_Assignment_.
With the first line as the start and the line containing "Annotation task. Read" as the end, write out every line of the records exactly.

_Dataset excerpts_.
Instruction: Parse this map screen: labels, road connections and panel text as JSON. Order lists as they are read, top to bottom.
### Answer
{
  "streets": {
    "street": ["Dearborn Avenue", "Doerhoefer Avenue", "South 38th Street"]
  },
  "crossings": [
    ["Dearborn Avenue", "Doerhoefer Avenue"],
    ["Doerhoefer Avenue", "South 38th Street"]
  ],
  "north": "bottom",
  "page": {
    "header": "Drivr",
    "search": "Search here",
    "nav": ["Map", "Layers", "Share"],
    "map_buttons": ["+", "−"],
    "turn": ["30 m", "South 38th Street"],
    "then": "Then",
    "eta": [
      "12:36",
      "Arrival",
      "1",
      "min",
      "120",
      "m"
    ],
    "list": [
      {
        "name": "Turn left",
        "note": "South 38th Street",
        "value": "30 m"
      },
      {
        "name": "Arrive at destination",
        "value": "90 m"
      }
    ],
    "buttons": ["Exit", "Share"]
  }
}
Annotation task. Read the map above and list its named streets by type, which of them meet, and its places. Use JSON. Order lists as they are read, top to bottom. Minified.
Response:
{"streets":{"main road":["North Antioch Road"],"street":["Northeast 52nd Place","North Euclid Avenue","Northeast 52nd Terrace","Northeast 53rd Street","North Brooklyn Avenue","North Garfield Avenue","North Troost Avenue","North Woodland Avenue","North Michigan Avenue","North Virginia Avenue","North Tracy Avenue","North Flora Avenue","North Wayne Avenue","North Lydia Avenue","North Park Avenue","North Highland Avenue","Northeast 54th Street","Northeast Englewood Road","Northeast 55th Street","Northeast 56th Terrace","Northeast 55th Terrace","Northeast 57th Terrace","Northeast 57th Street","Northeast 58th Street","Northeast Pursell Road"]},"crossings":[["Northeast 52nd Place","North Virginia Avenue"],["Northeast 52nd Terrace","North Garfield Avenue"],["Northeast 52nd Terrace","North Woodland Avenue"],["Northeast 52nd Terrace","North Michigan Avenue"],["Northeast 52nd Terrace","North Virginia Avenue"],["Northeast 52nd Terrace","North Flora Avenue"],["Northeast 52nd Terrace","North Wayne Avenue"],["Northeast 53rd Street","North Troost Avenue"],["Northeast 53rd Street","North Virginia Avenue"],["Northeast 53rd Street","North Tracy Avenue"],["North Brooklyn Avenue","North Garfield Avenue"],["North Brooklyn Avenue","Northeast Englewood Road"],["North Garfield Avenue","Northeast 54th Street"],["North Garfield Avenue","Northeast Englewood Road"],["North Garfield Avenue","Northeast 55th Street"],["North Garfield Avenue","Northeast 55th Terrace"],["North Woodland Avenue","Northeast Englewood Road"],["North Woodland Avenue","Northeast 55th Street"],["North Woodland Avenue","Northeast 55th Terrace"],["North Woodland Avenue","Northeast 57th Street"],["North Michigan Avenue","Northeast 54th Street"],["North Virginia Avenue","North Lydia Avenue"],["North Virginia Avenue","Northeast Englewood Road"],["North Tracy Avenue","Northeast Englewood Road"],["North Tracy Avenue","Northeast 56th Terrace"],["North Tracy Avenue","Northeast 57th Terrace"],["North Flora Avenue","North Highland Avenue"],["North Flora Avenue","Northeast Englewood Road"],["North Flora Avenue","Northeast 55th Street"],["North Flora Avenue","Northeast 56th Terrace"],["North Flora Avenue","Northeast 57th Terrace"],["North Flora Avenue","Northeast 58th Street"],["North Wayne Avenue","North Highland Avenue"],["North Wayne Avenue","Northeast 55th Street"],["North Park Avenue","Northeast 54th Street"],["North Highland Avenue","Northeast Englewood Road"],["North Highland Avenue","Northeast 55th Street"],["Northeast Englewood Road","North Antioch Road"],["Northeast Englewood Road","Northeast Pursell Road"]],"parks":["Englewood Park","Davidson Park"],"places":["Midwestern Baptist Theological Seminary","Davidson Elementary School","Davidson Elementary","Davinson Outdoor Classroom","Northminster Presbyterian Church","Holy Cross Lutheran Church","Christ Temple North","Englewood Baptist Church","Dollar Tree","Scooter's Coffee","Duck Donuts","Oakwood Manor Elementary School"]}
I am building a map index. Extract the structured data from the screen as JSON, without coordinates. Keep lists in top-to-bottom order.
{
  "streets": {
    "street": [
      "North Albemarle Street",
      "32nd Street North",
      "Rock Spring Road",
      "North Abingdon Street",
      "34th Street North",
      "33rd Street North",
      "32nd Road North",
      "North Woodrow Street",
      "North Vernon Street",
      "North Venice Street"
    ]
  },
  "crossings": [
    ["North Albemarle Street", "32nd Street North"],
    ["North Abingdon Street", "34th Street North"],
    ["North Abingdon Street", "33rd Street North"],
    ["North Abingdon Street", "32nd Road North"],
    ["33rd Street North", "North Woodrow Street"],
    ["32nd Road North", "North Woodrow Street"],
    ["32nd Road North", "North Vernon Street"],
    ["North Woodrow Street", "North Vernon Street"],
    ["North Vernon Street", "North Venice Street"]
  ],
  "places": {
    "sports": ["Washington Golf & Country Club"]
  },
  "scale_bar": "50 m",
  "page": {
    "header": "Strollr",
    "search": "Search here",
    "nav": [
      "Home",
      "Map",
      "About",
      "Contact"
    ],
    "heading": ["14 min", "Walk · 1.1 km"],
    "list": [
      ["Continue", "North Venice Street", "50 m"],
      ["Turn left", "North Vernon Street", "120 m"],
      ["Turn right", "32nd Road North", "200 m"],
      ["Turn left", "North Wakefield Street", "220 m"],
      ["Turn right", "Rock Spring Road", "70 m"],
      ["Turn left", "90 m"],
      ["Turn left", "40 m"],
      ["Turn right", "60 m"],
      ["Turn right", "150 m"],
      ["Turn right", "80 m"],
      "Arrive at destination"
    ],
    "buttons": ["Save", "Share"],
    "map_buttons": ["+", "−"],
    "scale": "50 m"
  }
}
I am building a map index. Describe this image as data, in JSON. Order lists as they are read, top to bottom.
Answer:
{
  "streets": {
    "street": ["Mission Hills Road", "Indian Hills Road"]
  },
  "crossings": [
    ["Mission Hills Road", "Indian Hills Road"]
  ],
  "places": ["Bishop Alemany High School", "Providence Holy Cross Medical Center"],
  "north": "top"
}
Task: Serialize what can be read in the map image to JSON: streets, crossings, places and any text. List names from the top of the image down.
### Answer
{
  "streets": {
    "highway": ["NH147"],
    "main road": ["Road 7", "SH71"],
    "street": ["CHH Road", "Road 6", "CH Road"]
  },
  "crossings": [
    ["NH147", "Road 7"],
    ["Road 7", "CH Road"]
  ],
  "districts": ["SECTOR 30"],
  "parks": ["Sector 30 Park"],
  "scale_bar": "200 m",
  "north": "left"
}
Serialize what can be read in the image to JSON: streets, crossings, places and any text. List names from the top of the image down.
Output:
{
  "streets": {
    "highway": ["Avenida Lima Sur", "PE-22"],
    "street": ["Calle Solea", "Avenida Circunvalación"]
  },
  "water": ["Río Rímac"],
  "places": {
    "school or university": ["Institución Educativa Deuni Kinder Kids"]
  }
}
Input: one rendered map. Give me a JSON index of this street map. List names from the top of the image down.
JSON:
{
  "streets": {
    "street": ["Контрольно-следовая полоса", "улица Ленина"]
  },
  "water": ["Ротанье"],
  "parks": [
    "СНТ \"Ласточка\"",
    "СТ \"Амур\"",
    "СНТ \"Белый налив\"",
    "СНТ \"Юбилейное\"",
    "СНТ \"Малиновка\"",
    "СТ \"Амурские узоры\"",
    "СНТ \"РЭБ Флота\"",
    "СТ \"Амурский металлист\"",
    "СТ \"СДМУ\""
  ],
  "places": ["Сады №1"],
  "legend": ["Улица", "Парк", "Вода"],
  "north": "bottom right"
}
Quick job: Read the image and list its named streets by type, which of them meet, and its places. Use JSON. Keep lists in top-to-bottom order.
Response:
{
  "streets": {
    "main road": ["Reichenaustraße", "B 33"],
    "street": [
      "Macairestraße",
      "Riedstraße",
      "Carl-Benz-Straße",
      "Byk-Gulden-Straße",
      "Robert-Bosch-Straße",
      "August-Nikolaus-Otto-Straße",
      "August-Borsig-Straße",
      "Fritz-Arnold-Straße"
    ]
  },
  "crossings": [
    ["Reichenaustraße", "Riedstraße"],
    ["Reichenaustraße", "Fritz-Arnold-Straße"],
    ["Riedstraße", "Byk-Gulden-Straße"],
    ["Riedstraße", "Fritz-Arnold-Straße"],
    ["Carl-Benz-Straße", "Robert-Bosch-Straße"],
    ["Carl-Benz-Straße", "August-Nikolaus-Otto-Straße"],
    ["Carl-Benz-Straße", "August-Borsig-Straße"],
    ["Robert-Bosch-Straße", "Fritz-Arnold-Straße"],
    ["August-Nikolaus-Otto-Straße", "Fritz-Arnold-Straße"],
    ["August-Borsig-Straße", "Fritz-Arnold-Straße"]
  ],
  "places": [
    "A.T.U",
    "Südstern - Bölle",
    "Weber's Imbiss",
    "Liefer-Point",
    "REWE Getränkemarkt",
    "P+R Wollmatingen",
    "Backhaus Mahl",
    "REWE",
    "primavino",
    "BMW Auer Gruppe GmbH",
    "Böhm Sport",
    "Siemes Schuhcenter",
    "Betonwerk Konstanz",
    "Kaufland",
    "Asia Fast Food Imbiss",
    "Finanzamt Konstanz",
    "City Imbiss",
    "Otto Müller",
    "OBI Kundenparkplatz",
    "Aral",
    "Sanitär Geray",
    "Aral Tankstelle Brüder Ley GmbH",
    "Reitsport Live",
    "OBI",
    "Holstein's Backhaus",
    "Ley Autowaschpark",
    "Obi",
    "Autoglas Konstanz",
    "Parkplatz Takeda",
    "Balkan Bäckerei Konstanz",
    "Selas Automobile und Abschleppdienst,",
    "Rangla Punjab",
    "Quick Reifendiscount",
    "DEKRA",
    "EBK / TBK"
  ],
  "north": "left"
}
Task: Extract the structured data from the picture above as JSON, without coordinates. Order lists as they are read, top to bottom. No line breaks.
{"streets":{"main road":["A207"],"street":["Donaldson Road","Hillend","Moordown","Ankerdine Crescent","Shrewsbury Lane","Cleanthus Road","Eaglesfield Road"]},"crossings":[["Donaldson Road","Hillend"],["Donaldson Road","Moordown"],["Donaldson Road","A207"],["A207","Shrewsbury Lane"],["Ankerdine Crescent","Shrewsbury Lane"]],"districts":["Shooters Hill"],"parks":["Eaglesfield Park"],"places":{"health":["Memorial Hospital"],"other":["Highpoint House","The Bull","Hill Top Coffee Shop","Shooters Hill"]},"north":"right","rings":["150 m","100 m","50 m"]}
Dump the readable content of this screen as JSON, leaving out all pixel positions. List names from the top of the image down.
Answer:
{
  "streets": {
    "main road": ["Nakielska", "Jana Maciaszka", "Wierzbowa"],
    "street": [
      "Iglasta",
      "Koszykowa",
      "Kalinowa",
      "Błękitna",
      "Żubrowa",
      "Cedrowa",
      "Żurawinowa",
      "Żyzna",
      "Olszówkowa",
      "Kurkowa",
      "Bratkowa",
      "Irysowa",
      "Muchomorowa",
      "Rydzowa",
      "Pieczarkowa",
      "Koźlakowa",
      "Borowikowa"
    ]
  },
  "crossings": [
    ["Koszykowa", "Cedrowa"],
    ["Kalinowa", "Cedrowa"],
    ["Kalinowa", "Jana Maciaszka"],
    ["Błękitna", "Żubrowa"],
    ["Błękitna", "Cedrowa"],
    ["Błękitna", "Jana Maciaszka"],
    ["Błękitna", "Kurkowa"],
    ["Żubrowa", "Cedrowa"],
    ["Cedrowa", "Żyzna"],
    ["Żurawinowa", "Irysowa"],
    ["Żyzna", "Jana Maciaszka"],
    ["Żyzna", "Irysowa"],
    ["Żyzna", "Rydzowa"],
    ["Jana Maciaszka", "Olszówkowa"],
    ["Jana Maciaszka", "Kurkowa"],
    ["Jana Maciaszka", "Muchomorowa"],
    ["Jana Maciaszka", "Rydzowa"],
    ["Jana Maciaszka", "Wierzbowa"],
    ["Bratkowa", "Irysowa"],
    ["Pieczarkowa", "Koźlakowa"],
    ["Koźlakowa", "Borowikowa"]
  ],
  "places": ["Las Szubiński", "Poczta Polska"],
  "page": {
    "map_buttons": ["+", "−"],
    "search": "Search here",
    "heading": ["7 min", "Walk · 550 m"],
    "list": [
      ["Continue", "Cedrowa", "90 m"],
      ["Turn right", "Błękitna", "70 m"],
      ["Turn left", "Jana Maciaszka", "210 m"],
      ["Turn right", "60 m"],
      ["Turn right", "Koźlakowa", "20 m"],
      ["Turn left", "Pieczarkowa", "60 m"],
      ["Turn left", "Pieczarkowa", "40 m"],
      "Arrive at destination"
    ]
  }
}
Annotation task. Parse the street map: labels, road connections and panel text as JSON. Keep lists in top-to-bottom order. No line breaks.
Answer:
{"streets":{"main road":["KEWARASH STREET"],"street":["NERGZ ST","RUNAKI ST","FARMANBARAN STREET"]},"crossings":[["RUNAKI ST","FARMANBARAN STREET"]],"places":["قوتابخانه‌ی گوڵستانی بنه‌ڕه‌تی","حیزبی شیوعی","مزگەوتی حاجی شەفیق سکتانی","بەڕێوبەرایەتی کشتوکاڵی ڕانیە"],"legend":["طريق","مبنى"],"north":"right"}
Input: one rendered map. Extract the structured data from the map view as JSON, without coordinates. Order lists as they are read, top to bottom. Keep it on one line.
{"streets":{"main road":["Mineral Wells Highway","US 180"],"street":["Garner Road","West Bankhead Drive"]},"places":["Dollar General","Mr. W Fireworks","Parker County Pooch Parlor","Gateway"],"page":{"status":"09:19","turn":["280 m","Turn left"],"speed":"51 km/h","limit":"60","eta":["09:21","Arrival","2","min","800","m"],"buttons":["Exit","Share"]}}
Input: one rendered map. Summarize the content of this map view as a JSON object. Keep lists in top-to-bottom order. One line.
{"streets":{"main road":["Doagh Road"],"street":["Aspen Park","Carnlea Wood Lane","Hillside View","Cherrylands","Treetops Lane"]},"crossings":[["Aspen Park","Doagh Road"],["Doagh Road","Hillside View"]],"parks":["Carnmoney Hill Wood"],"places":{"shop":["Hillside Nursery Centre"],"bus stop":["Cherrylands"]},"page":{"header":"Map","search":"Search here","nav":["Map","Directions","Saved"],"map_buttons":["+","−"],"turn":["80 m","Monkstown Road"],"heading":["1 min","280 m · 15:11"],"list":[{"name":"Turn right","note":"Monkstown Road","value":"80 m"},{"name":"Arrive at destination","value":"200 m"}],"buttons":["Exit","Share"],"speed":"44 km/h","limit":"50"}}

_Answer for this exercise_.
Instruction: Parse this map screen: labels, road connections and panel text as JSON. Order lists as they are read, top to bottom.
### Answer
{
  "streets": {
    "street": ["Dearborn Avenue", "Doerhoefer Avenue", "South 38th Street"]
  },
  "crossings": [
    ["Dearborn Avenue", "Doerhoefer Avenue"],
    ["Doerhoefer Avenue", "South 38th Street"]
  ],
  "north": "bottom",
  "page": {
    "header": "Drivr",
    "search": "Search here",
    "nav": ["Map", "Layers", "Share"],
    "map_buttons": ["+", "−"],
    "turn": ["30 m", "South 38th Street"],
    "then": "Then",
    "eta": [
      "12:36",
      "Arrival",
      "1",
      "min",
      "120",
      "m"
    ],
    "list": [
      {
        "name": "Turn left",
        "note": "South 38th Street",
        "value": "30 m"
      },
      {
        "name": "Arrive at destination",
        "value": "90 m"
      }
    ],
    "buttons": ["Exit", "Share"]
  }
}
Annotation task. Read the map above and list its named streets by type, which of them meet, and its places. Use JSON. Order lists as they are read, top to bottom. Minified.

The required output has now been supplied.